Reply with one number: the count of lines in the records below that hold "Rhino".

● Working data:
· · · · ·

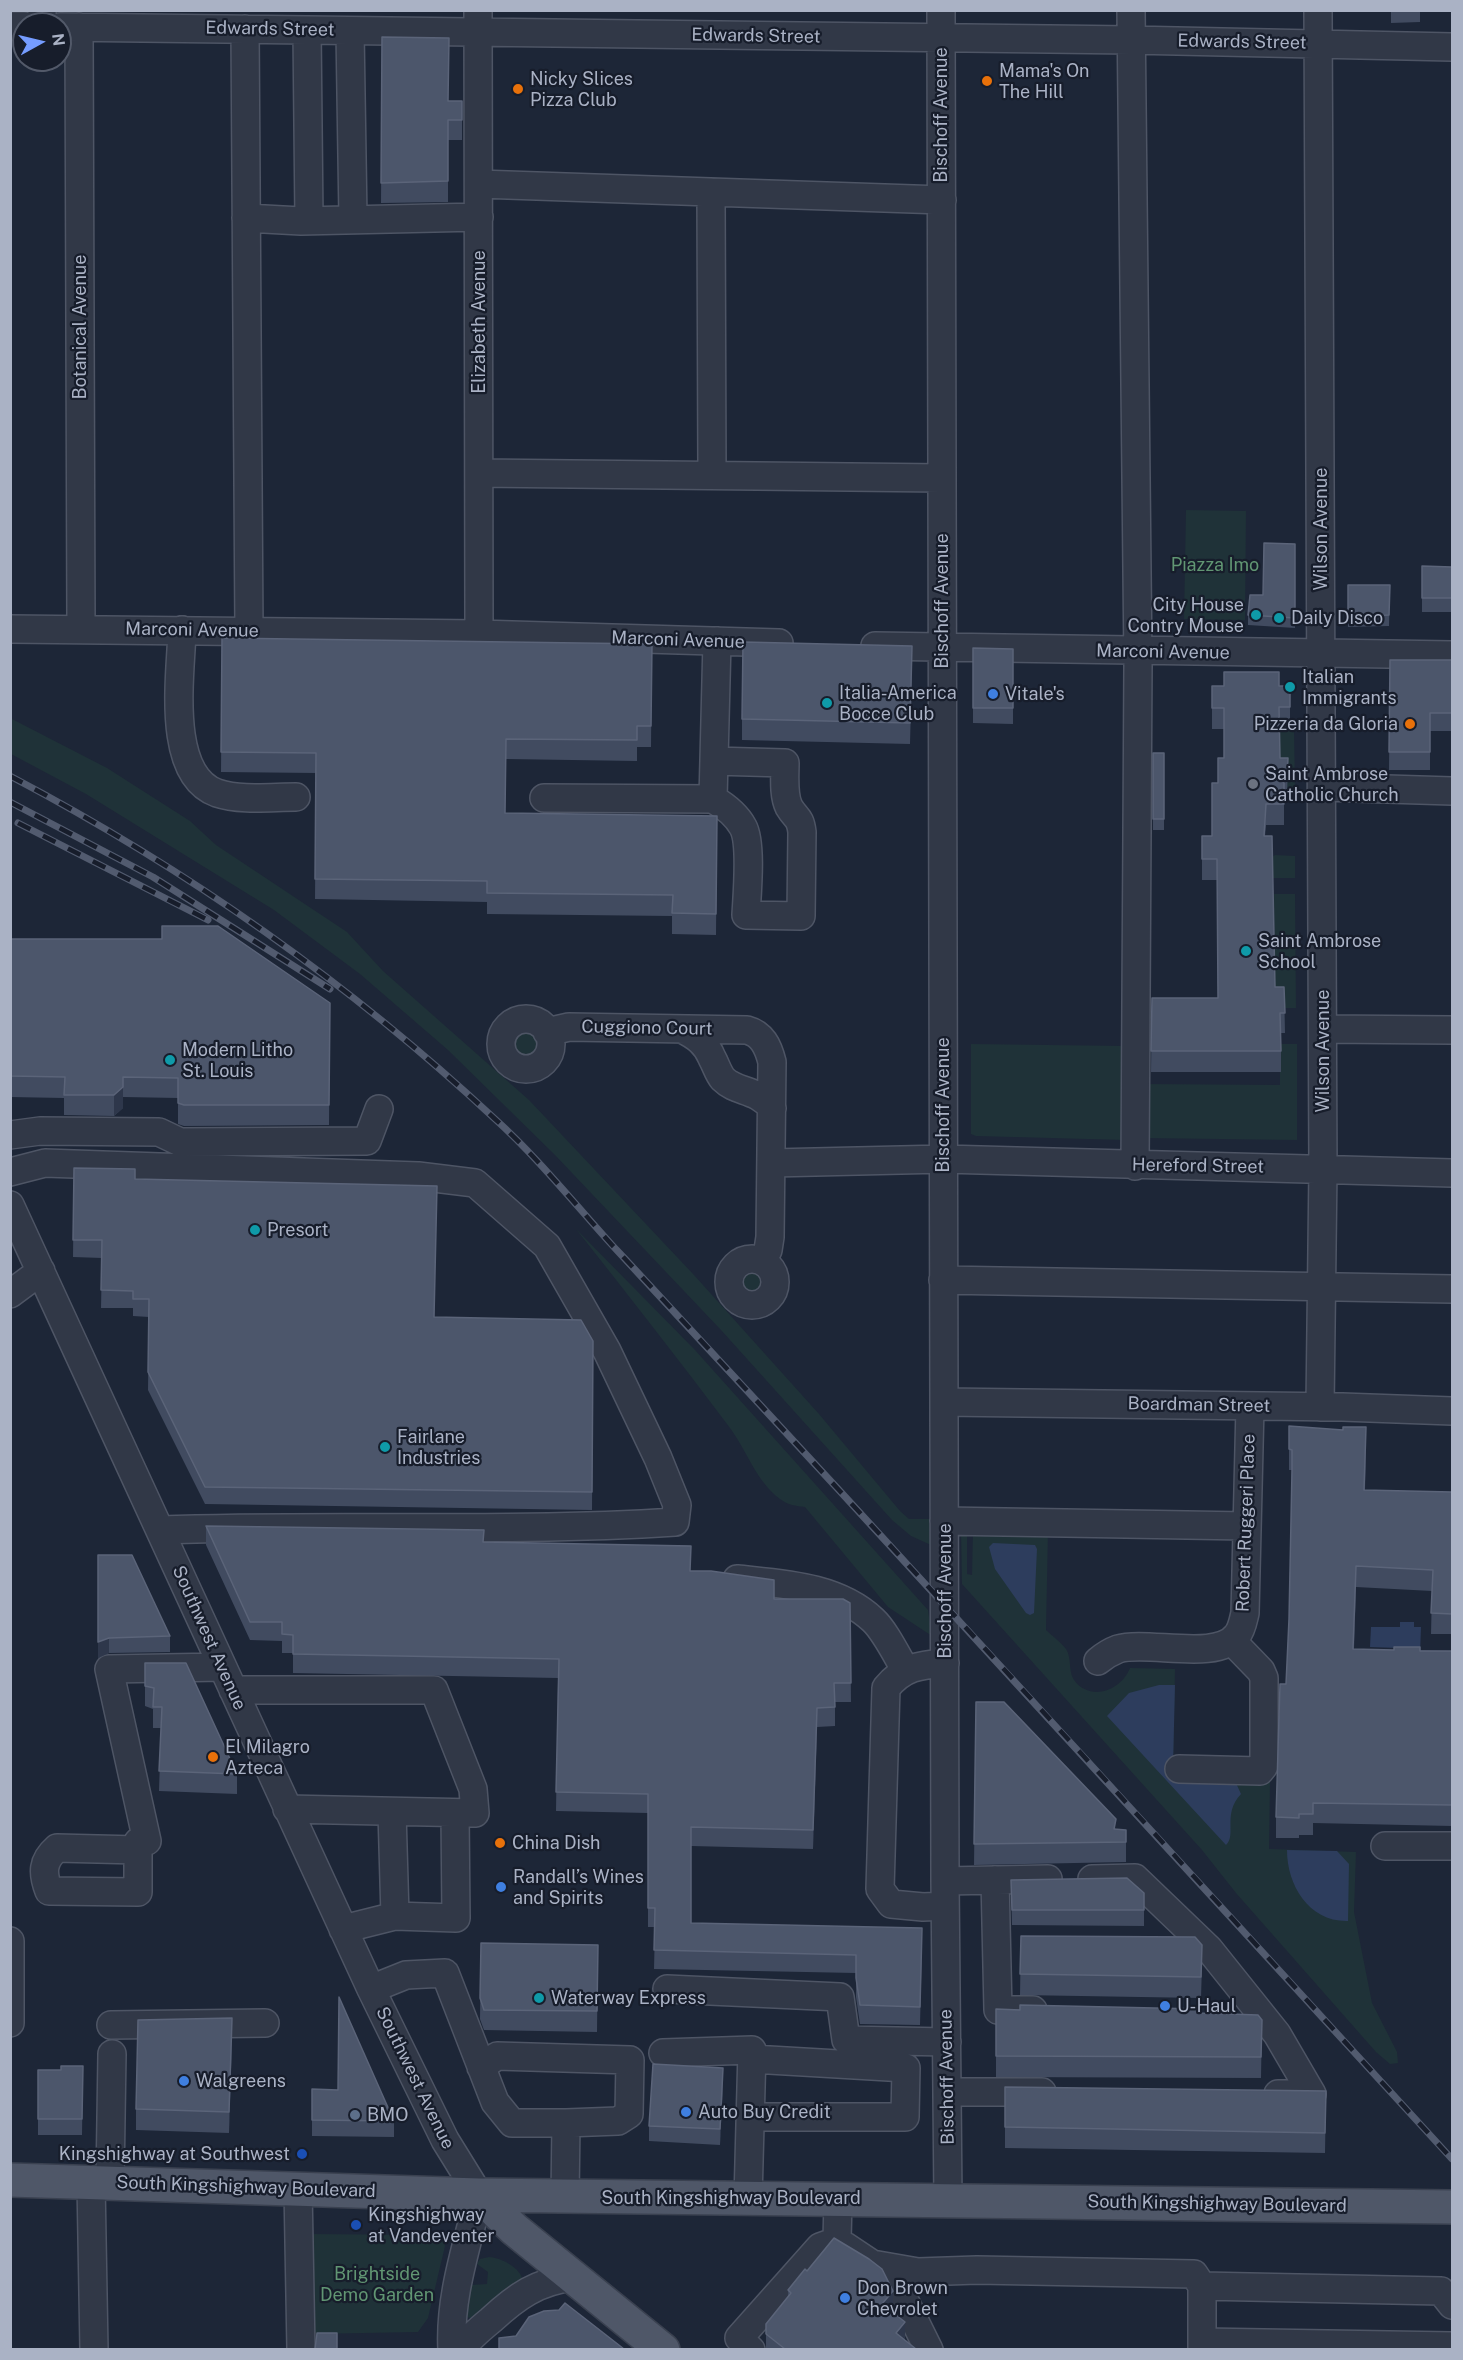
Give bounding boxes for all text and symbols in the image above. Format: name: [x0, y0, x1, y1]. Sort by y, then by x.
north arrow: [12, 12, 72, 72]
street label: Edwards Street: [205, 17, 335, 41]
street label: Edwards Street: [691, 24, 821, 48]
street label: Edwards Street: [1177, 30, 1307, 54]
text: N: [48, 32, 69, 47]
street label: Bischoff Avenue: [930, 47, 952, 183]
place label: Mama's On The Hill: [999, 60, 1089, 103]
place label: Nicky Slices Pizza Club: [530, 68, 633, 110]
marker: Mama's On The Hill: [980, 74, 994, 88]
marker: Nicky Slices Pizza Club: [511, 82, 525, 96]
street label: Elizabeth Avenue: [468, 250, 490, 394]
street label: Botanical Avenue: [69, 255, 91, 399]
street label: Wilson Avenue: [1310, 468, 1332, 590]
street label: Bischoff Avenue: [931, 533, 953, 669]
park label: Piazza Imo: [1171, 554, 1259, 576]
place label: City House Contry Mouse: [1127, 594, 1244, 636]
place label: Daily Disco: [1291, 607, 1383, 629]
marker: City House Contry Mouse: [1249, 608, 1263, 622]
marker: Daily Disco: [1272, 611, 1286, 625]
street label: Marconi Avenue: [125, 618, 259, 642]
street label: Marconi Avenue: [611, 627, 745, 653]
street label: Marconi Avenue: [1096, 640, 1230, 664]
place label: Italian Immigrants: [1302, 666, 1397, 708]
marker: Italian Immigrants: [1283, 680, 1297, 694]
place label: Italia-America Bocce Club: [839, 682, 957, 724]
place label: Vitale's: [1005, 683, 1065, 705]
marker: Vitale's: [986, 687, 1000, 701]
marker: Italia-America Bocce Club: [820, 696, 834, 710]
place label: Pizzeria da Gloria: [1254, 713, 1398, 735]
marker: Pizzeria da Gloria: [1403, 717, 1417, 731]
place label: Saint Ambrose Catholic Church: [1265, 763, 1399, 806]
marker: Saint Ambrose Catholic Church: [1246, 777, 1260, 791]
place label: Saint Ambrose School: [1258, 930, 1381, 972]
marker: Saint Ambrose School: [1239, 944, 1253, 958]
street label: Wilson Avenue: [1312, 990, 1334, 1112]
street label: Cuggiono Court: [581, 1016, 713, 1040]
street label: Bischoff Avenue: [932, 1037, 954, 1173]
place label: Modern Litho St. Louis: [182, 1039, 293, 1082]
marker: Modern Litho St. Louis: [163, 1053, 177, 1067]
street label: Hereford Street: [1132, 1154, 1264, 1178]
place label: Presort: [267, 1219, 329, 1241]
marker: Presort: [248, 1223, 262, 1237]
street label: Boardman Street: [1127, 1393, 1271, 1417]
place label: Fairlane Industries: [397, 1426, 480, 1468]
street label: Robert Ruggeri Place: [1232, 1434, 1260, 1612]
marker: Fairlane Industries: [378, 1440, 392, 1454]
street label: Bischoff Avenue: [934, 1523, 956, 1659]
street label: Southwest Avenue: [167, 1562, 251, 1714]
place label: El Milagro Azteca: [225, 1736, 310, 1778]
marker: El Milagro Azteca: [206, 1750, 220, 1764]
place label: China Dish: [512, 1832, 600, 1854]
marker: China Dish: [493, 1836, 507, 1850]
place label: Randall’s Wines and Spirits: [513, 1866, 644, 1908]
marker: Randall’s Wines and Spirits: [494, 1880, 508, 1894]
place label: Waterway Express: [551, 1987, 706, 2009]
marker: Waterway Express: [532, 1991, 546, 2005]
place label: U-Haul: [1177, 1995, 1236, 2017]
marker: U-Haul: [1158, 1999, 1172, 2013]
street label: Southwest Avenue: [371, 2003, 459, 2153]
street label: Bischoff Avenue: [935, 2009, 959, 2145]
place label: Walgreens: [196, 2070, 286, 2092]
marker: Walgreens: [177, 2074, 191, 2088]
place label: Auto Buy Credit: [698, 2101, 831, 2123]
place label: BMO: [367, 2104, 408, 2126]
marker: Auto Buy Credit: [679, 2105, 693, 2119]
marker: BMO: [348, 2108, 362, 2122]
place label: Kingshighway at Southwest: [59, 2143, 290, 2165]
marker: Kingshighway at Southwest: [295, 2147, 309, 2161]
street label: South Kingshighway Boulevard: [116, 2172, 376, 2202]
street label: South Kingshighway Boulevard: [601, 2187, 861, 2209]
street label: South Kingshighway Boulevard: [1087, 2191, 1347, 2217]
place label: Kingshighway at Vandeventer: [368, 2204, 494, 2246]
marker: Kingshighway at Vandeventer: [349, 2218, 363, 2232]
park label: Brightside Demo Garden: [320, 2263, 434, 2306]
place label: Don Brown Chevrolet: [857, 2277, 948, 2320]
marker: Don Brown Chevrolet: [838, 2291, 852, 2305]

· · · · ·

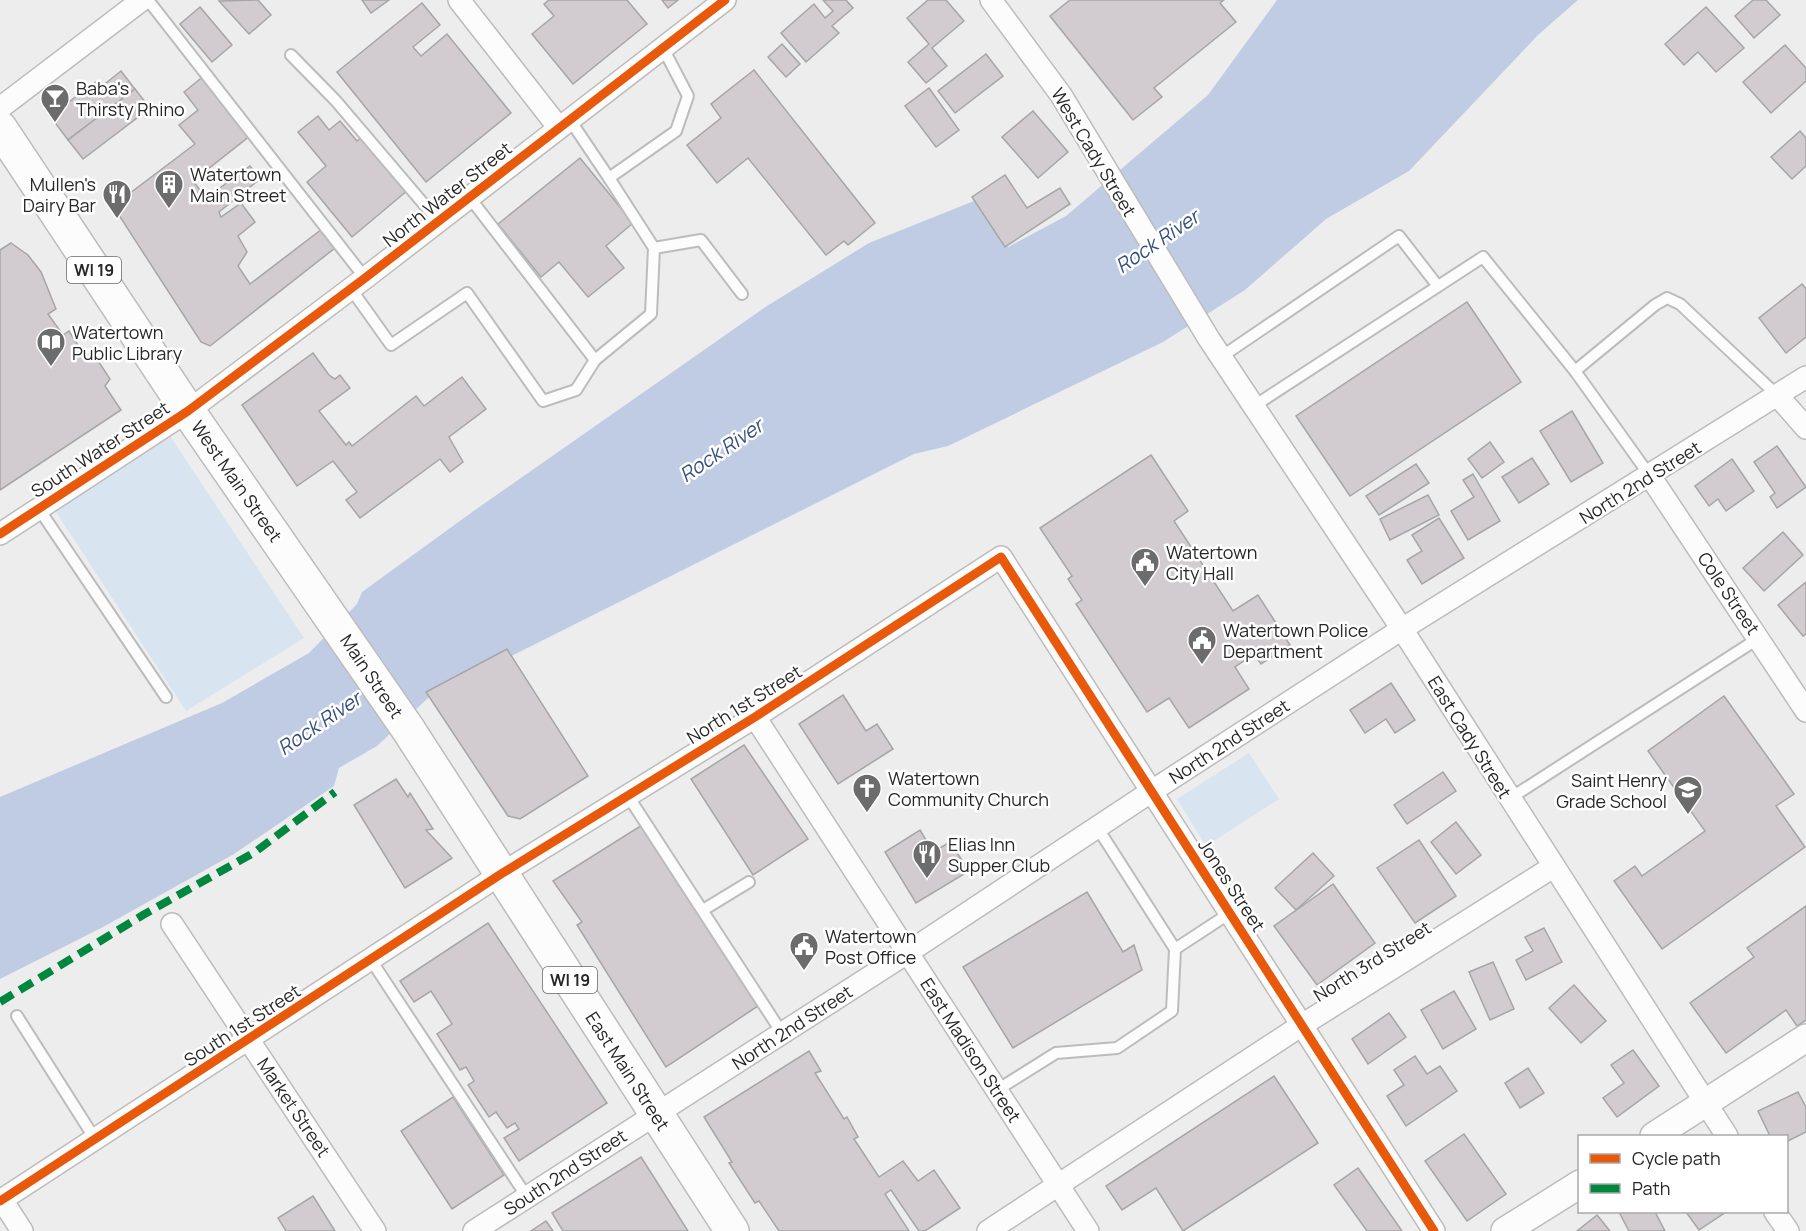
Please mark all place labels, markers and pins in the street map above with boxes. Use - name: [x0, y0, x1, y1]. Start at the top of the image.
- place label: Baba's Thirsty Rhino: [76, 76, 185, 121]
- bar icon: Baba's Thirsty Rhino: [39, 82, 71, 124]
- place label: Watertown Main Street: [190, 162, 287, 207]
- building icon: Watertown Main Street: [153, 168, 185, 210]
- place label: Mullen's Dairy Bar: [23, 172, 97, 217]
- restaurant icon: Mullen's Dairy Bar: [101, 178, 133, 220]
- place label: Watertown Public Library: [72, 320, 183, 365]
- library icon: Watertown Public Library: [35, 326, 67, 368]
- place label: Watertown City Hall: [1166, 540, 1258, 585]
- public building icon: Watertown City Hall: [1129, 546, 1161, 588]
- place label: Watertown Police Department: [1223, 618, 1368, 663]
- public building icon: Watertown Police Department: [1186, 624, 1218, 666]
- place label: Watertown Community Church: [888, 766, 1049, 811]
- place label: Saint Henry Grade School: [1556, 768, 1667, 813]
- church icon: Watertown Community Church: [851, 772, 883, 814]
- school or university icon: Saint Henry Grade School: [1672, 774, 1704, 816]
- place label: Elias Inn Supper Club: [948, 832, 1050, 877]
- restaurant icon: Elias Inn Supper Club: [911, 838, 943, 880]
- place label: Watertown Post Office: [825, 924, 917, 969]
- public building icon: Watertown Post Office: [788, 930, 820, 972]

· · · · ·

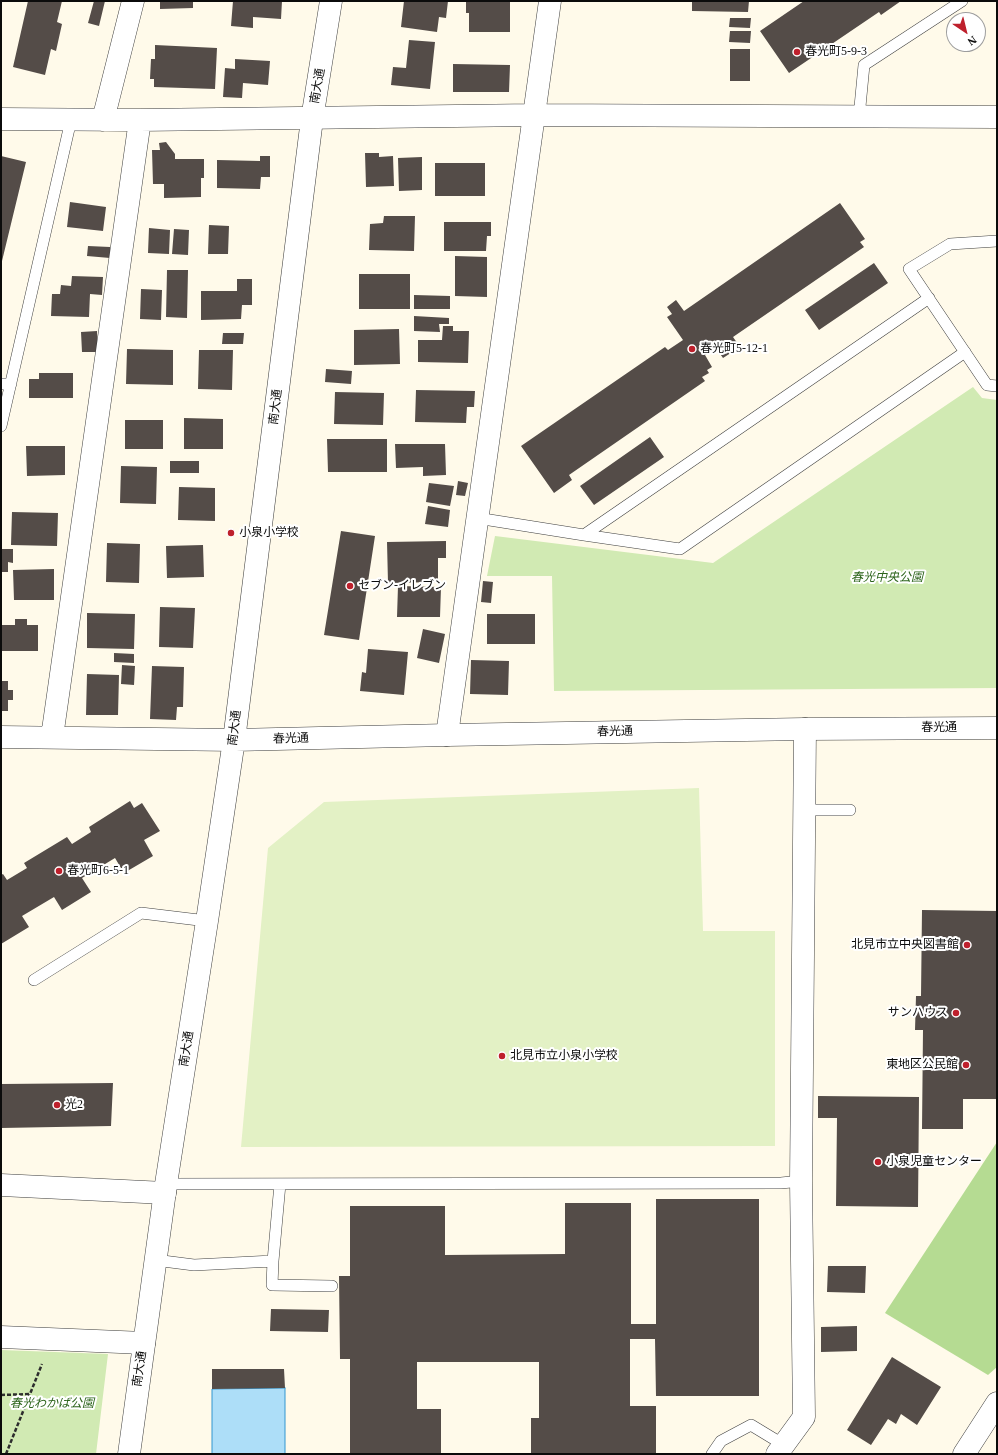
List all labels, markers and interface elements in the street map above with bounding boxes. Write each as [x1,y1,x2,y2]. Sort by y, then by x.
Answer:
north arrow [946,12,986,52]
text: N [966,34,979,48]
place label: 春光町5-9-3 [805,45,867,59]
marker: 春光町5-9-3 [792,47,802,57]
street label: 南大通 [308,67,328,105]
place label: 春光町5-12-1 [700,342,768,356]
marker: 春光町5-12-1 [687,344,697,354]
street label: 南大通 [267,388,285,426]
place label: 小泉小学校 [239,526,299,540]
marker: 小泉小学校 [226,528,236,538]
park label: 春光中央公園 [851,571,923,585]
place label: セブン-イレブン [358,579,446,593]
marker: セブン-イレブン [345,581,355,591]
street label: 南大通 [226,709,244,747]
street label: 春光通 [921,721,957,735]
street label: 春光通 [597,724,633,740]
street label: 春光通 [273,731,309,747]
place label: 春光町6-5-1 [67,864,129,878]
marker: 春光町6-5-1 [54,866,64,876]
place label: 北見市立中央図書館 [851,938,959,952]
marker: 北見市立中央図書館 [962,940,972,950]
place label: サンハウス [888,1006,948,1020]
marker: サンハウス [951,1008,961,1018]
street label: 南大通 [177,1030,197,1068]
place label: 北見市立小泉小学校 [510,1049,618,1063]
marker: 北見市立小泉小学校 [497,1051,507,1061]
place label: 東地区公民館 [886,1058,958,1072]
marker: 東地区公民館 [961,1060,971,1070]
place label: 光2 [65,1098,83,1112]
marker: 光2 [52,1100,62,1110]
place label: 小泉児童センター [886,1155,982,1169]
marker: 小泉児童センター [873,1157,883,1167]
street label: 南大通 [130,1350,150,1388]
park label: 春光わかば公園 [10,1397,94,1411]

· · · · ·

● Expected output: 2